Meh. I didn't need anyone to be like, "You're a hero!" but an, "Oooh, that's neat!" or even a NOTHING JUST KEEP SCROLLING would have been acceptable. It was my post. People make everything on social media about themselves (me included; one thing I've hopefully improved upon in the past two and a half years) instead of just celebrating with people who are celebrating, and being sad with people who are sad, rather than trying to one-up everyone's situations.

So I took down the post. It hurt my feelings. Rained on my parade, if you will.

If you ever tell me that you started attending Toastmasters and just gave your first public speech, I will high-five you. I won't muse that I don't find it nerve-wracking to talk in front of a bunch of strangers, because who the hell cares? You get your wins, and I get mine, and I'll be happy for yours even if they're wins that aren't challenges to me, or that I don't understand (like running an ultramarathon).

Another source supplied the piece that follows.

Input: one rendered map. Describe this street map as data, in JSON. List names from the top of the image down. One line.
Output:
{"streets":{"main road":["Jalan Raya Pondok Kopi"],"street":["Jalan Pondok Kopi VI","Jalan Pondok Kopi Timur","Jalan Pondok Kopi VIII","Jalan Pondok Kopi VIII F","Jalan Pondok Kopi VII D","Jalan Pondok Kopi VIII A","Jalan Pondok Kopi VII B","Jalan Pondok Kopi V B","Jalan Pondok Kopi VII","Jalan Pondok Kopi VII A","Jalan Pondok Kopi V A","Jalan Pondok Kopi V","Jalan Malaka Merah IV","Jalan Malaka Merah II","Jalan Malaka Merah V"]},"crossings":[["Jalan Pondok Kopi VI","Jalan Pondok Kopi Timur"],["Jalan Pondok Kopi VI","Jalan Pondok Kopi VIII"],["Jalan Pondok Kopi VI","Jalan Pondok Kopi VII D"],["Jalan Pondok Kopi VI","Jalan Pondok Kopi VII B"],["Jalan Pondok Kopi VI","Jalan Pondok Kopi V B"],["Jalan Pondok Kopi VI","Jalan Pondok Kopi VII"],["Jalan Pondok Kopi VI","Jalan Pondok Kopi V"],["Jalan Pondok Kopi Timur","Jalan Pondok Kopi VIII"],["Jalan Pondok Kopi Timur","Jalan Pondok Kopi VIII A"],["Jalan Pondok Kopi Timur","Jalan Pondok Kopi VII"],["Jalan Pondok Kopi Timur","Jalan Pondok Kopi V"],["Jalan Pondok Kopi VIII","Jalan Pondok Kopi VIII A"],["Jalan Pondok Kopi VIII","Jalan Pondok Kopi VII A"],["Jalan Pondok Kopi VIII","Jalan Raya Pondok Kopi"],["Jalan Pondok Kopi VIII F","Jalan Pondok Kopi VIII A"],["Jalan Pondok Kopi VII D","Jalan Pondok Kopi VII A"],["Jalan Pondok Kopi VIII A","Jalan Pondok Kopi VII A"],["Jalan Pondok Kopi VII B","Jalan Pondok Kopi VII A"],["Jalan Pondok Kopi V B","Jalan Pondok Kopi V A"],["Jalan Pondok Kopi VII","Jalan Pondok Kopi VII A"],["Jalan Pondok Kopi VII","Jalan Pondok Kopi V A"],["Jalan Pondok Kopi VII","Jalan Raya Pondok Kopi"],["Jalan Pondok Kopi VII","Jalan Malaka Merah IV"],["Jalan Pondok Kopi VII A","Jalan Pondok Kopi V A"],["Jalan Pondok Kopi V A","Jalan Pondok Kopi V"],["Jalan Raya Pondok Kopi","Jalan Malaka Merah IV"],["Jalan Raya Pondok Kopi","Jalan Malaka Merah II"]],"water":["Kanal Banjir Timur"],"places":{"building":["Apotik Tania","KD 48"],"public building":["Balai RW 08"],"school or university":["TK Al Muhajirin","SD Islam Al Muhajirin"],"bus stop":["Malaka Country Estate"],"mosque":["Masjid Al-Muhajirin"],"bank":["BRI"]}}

It's like we think we have a responsibility to provide input into everyone's lives, since they post pictures or updates in their social media. You might feel badly for your child because they have a cough, and inevitably, someone will mention apple cider vinegar or some kind of homeopathy, or insist that you do this or that, instead of just well-wishing. If you're having a problem with something, at least one of your friends will explain that you got yourself into your pickle by doing it wrong in the first place. Sure, they'll wish your dog happy birthday, but it's emotionally overwhelming to me to deal with all of the other stuff. 

But I digress...

Basically (Mal's favorite word right now), 1) celebrate each other's victories, will ya? 2) Thank the sweet, sweet baby Jesus we're two good years past what I was afraid would be an entire childhood of nursing. 3) I like talking to people in real life and don't miss social media in the least. I missed it not at all at first, and it just seems less and less appealing as the months tick by.

Oh, was there an election last night? I'm avoiding news about that, too. I'm learning how to protect my emotional well-being; I'm getting pretty good at it. But I won't tell you how to do it for yourself, because I trust that you can make your own choices.